Shamu umkreiste Yushui und musterte seinen alten Freund eingehend. Er stellte fest, dass Yushui, genau wie die Stammesangehörigen berichtet hatten, bemerkenswert gut aussah. Shamu fand sogar, Yushui sähe besser aus als je zuvor, was ziemlich seltsam war.

Zurück am Ausgangspunkt erblickte Shamu den grünen Bambus am Boden. Er erinnerte sich, warum er hierher gekommen war, klopfte Yushui auf die Schulter und seufzte: „Yushui, wir wurden damals gemeinsam Priester des Stammes.

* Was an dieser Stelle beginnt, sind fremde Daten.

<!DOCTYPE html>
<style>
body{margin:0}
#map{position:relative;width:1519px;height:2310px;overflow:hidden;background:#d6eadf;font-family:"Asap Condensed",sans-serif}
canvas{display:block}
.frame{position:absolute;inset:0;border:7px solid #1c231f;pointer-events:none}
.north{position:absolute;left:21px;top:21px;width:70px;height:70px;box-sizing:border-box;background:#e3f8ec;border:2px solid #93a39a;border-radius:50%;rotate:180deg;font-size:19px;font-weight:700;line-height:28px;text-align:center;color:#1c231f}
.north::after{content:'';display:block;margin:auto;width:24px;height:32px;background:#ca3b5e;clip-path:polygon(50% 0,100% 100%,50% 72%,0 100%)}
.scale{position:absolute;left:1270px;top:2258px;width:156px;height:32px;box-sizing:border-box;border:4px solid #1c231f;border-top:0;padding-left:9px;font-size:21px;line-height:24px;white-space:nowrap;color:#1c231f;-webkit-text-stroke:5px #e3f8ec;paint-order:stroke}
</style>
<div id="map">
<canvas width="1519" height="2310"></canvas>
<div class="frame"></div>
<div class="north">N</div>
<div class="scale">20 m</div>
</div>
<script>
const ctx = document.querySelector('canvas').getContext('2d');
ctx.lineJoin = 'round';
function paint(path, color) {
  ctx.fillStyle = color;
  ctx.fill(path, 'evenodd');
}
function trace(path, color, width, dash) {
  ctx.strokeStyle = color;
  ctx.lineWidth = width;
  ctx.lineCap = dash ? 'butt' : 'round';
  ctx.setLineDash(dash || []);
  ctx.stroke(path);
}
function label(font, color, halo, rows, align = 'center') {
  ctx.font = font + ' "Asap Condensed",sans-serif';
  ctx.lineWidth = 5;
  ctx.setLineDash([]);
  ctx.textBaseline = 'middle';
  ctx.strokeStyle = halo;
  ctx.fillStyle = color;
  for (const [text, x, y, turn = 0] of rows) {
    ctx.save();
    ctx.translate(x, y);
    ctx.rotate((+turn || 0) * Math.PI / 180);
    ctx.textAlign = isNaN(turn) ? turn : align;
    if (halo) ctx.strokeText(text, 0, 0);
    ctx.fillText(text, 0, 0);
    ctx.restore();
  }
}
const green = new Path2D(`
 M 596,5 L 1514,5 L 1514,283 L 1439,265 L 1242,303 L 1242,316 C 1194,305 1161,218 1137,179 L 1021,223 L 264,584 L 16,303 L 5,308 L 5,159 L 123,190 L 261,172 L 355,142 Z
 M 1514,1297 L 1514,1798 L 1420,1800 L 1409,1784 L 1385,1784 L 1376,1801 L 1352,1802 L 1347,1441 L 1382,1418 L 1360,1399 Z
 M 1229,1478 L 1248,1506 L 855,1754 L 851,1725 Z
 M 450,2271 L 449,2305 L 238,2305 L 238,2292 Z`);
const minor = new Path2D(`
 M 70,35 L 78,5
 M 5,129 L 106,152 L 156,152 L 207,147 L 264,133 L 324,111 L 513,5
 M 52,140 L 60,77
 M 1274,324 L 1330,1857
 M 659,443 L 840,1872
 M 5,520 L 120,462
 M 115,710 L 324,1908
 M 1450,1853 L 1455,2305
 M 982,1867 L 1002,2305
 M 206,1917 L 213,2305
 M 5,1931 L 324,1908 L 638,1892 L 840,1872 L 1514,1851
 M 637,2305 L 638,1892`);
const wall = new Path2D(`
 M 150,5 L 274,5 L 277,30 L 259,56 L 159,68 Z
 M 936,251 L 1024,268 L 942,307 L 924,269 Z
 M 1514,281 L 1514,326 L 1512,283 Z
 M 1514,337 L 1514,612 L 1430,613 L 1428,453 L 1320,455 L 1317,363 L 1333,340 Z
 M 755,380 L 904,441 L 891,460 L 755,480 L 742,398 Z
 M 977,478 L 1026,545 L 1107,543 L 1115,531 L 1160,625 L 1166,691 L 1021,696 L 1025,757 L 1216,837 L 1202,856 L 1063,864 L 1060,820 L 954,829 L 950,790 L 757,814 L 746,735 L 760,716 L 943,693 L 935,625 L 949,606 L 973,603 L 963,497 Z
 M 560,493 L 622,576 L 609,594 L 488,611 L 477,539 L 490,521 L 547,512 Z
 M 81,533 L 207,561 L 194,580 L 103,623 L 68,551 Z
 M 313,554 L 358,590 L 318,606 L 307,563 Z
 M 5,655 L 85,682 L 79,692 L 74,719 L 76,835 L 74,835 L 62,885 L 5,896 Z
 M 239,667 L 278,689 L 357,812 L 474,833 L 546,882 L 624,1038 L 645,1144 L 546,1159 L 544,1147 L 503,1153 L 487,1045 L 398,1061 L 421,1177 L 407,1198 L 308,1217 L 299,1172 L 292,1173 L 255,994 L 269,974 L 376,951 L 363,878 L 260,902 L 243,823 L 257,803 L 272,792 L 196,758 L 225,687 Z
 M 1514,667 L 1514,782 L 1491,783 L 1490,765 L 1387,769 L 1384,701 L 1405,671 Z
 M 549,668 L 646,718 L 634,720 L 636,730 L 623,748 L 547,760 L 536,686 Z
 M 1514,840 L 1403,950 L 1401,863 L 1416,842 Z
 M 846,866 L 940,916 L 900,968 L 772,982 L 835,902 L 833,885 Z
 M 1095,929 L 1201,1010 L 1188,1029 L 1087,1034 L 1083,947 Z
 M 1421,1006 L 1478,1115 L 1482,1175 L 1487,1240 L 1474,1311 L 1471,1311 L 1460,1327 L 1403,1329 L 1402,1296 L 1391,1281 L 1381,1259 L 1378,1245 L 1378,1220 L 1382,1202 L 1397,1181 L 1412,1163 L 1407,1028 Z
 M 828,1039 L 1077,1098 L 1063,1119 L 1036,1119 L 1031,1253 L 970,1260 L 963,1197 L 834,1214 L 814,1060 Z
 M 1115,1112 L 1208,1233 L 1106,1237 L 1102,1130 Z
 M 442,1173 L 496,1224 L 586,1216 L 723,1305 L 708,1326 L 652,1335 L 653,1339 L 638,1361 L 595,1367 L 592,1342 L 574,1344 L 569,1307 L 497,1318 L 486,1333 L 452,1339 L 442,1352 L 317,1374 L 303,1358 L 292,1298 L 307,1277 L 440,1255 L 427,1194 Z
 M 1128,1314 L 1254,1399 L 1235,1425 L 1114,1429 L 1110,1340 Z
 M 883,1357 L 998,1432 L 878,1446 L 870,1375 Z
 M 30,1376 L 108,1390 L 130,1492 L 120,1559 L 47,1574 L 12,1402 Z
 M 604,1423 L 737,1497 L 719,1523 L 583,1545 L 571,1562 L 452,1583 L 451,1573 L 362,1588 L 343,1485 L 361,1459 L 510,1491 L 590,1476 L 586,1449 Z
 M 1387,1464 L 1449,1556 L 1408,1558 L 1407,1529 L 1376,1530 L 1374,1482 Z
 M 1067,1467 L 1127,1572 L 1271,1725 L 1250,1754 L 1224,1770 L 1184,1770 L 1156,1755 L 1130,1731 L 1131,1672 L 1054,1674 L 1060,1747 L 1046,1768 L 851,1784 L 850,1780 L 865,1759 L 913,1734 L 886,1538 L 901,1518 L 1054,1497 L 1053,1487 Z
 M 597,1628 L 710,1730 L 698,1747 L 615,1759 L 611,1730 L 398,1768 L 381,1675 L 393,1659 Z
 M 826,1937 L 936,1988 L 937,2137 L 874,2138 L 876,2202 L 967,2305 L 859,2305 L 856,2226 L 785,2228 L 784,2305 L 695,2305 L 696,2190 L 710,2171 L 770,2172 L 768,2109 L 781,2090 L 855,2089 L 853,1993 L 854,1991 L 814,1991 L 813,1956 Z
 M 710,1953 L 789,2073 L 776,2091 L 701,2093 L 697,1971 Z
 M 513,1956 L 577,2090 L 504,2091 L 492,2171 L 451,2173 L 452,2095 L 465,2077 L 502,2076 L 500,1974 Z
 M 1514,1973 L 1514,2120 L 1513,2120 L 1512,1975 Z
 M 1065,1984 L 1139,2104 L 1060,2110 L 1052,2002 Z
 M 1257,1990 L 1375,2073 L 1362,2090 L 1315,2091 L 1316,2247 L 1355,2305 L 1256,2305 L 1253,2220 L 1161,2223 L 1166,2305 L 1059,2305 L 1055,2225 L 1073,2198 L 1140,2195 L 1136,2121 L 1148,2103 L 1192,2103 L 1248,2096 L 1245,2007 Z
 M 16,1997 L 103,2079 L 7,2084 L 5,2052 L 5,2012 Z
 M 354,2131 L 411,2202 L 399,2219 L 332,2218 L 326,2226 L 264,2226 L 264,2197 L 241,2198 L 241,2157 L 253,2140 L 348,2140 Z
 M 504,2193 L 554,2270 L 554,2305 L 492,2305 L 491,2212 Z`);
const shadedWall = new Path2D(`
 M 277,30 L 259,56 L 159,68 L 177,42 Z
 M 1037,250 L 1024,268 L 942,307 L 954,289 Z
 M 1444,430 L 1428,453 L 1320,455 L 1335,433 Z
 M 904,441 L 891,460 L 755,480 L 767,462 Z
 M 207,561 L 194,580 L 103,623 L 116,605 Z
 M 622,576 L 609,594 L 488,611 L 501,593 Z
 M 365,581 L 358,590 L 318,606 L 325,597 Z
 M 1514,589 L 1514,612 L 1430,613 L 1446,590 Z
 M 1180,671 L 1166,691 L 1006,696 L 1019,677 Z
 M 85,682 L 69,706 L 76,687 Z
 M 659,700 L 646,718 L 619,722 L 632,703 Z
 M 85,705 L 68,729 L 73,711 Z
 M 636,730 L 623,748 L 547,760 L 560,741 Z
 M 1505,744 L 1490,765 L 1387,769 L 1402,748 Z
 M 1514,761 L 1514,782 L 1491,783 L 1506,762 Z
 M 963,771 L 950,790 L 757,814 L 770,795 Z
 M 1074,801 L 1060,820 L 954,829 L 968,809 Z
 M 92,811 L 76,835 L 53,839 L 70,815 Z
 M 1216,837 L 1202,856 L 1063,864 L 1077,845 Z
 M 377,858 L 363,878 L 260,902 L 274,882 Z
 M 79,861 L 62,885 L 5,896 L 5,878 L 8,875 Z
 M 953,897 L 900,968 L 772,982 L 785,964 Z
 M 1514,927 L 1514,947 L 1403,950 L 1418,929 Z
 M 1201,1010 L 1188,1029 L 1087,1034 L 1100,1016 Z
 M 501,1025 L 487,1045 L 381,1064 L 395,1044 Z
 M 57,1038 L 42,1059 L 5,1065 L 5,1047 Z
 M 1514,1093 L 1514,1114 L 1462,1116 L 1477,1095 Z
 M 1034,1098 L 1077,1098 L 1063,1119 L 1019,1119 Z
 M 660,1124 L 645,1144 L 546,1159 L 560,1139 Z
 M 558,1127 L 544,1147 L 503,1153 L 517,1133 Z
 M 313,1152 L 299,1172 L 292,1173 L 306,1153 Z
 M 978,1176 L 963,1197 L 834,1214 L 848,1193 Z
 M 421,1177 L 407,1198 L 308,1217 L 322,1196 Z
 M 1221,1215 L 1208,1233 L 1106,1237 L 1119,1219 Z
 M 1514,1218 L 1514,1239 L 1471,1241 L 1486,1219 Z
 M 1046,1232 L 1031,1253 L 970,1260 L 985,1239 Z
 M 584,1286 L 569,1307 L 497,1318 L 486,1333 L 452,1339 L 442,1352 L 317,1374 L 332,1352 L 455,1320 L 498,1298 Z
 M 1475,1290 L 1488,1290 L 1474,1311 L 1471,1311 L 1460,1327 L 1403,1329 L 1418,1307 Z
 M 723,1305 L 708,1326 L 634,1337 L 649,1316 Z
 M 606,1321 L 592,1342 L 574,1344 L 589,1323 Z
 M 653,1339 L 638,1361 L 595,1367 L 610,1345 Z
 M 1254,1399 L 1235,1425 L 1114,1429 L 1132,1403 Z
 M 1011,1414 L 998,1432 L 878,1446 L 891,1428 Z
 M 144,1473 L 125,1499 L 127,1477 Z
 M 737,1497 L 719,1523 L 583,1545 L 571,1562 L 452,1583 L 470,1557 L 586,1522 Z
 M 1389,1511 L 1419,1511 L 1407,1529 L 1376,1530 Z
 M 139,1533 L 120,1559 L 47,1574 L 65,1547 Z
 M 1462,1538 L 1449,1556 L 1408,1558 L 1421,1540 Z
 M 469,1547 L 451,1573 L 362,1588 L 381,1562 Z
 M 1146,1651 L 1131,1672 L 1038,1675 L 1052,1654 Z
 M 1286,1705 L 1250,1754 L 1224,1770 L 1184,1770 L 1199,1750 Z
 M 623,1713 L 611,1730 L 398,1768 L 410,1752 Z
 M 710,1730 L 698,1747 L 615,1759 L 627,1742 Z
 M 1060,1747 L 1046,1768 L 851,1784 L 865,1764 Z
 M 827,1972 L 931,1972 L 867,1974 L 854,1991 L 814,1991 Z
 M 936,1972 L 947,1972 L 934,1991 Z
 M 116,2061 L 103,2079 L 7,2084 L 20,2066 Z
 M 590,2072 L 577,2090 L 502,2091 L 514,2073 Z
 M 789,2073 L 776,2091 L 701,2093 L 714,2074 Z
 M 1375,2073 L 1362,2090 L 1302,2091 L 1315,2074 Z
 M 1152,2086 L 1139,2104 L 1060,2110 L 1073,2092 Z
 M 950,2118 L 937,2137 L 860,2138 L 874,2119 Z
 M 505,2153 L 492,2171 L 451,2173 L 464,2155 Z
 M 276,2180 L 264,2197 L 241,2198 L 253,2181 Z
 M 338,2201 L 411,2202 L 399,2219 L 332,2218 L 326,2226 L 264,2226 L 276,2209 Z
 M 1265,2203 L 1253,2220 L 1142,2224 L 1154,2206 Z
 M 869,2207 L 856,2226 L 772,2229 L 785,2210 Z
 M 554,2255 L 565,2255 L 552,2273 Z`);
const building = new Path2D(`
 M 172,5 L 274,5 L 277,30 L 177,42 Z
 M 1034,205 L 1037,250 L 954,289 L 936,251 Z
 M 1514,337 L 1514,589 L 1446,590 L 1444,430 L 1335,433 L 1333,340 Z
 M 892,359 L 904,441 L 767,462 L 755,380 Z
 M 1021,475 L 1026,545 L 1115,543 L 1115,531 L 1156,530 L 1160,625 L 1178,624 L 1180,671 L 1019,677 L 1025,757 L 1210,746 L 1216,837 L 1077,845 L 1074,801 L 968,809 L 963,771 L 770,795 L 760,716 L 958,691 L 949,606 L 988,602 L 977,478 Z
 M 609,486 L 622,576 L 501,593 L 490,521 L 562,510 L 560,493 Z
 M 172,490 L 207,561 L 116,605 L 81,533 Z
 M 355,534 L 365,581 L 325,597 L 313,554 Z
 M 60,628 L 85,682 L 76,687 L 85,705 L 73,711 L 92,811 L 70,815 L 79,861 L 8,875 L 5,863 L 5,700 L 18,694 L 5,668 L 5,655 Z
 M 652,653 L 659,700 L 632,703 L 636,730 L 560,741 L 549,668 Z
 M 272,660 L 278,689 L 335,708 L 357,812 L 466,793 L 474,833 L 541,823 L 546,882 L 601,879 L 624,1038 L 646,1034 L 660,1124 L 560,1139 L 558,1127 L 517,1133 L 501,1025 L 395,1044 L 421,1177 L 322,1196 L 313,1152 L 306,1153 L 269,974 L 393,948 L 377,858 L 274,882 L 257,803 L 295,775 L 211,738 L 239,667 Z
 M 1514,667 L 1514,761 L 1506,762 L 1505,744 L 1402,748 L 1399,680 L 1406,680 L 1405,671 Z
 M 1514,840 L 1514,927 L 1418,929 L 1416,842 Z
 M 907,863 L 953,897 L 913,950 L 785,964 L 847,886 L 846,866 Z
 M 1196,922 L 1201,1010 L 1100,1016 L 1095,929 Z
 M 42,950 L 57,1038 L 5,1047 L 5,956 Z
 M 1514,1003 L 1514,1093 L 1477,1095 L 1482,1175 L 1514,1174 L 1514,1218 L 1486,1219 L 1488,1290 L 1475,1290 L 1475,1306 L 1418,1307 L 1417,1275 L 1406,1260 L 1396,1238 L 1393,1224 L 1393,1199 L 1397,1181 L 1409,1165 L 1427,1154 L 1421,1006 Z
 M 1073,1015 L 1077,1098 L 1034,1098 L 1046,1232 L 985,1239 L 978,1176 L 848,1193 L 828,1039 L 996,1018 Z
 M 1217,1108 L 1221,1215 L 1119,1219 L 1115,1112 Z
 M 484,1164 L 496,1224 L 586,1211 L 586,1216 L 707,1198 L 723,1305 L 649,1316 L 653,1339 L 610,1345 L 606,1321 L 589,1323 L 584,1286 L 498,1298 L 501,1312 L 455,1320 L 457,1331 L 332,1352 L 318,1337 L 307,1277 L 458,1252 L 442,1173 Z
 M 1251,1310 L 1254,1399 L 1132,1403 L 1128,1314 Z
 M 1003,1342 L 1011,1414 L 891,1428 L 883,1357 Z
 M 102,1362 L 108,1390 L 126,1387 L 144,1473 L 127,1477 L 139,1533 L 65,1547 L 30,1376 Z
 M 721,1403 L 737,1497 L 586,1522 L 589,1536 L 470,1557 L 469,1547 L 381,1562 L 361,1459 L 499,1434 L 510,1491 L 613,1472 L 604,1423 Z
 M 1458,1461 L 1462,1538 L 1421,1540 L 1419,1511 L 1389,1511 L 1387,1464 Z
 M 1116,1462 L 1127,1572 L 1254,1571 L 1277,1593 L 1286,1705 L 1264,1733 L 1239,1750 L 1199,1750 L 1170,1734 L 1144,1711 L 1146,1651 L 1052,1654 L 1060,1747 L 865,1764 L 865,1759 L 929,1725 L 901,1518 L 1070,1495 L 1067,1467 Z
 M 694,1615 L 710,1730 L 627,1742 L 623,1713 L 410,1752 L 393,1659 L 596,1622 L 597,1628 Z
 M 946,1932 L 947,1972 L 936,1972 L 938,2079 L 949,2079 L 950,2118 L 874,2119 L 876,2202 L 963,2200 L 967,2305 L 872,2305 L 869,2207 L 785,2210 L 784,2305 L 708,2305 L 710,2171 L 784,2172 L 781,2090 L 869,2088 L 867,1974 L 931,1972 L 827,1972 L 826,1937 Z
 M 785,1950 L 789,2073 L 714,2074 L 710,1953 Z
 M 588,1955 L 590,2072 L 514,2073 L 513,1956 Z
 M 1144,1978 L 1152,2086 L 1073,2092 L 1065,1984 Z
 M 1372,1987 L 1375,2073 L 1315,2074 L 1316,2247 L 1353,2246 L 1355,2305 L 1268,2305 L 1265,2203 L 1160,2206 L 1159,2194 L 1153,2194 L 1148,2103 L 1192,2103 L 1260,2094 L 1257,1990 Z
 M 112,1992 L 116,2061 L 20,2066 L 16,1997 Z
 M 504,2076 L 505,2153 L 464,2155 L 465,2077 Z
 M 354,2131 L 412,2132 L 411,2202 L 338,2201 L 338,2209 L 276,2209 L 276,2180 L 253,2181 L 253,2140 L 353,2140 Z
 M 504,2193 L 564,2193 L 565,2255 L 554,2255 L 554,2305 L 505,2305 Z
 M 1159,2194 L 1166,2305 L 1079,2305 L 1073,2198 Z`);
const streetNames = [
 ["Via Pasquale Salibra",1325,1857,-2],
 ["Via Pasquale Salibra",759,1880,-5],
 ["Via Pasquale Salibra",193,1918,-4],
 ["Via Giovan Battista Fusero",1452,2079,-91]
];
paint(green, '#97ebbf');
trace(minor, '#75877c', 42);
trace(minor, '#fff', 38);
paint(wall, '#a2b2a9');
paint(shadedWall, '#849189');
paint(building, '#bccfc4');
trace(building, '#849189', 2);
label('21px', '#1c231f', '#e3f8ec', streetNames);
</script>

So viele Jahre sind vergangen, du weißt doch nicht, dass zu viel Meerwasser tödlich sein kann, oder?“

Yu Shui nickte ohne zu zögern: „Natürlich weiß ich das.“

„Du weißt genau, warum du es trotzdem getrunken hast!“, rief Shamu und deutete besorgt auf das Bambusrohr am Boden. „Wie viel Meerwasser hast du in den letzten zwei Tagen bei diesem fremden Stamm getrunken?“

Yu Shui wusste, dass Sha Mu sich Sorgen um ihn machte, und das rührte ihn sehr. An jenem Tag, als der Fischstamm niedergebrannt wurde und er von den Orks des Federstammes gerettet wurde, sah er, wie die Orks des Meeresstammes die Orks des Sandstammes als Geiseln hielten und so die Rettung der Sandstamm-Orks verhinderten.

Yu Shui dachte an das, was ihr der Priester des Waldstammes gesagt hatte, drehte sich um, hob das Bambusrohr auf und reichte es Sha Mu mit den Worten: „Probier es aus.“

Obwohl Shamu beteuerte, kein Meerwasser zu trinken, griff er dennoch danach, nahm das Bambusrohr und legte den Kopf in den Nacken, um einen Schluck zu nehmen. Als er das Wasser an die Öffnung des Rohrs führte, bemerkte er, dass etwas nicht stimmte, und der Geschmack bestätigte seinen Verdacht.

Das Bambusrohr enthielt kein Meerwasser.

„Welcher Stamm hat euch dieses Wasser gegeben? Haben sie es etwa dem Meeresstamm gestohlen? Ihr solltet den Kontakt zu fremden Stämmen abbrechen. Sobald der Priester und der Häuptling des Meeresstammes euch finden, geht hin und entschuldigt euch. Glaubt ihr, der Meeresstamm wird ihnen verzeihen, wenn er erfährt, dass fremde Stämme ihr Wasser gestohlen haben?“ Shamu war äußerst besorgt und wünschte sich, er könnte sofort zum Waldstamm eilen und alle Tiermenschen des Fischstammes zurückholen.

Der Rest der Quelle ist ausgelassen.